Mass reports have surfaced of a new ransomware attack, believed to be a variant of Petya, affecting various computers in Ukraine. So far, the country’s central bank, local metro and Kiev’s Boryspil Airport have been hit, with various other companies also claiming they have suffered the same fate.
However, the attack does not appear to be limited to Ukraine; in a blog post security expert Graham Cluely wrote:
“There have been additional reports that the Spanish offices of multinational companies such as law firm DLA Piper have been hit by a malware attack that is encrypting files on their computers and demanding a ransom of US $300 in Bitcoin be paid to the extortionists.”
There have also been reports of infections in Russia, India and the UK, and “it seems unlikely that that will be the end of it,” Cluely added.

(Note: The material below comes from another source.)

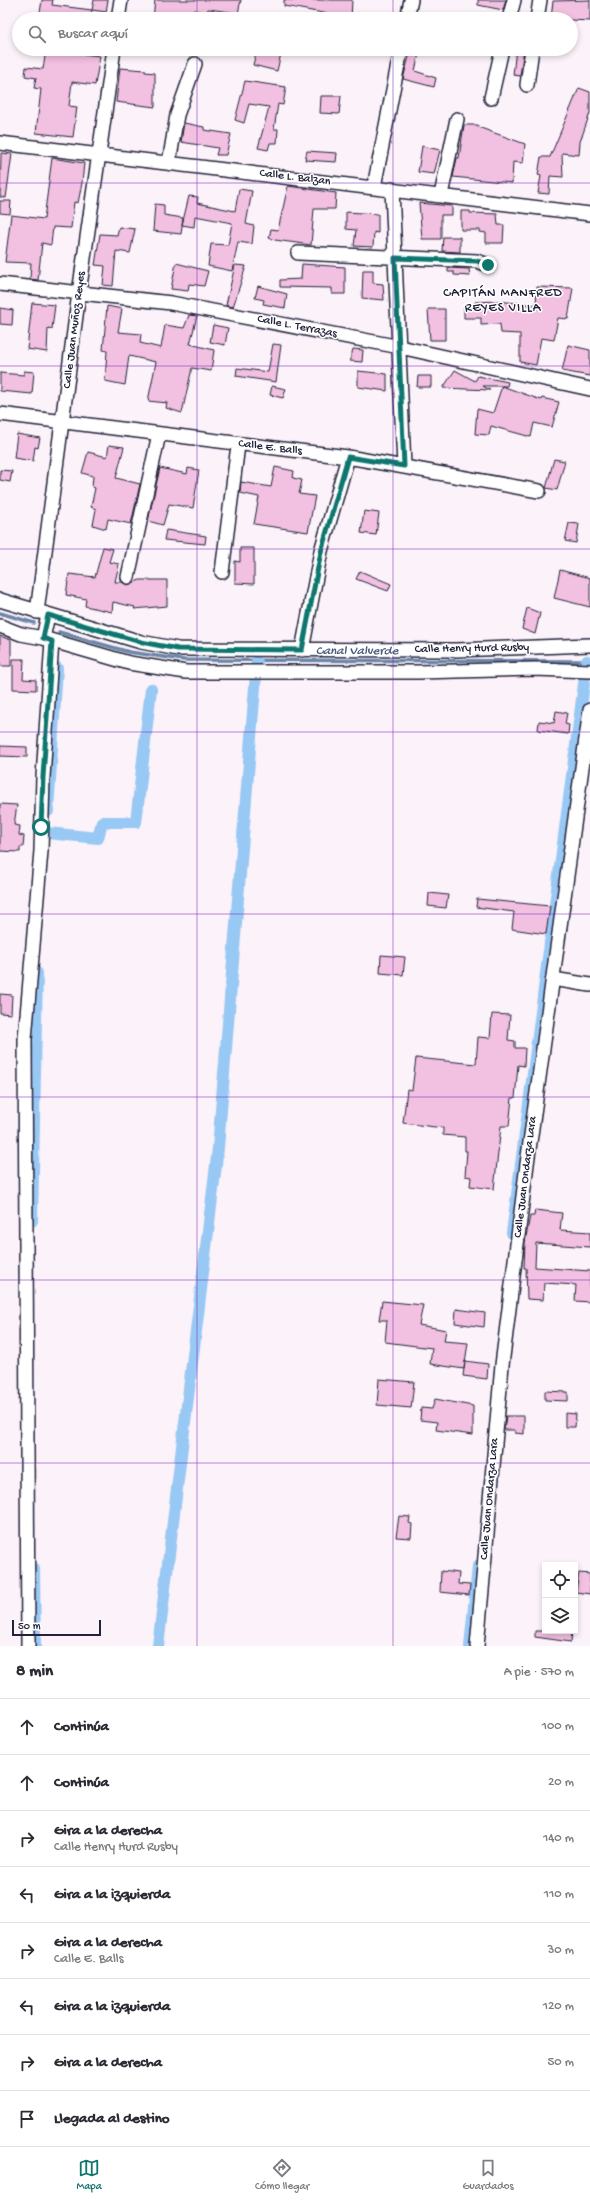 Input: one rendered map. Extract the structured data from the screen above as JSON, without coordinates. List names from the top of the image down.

“I really hope you learnt a lesson from the WannaCry ransomware outbreak and put some secure backup systems in place,” he wrote.
It is not currently known for certain how the infection is spreading, but some researchers have taken to Twitter to claim it is using the same technique as WannaCry to target the SMBv1 EternalBlue exploit and take advantage of unpatched Windows machines.
Affected systems are displaying this message:
“Ooops, your important files are encrypted.
“If you see this text, then your files are no longer accessible, because they have been encrypted. Perhaps you are busy looking for a way to recover your files, but don't waste your time. Nobody can recover your files without our decryption service.
“We guarantee that you can recover all your files safely and easily. All you need to do is submit the payment and purchase the decryption key.”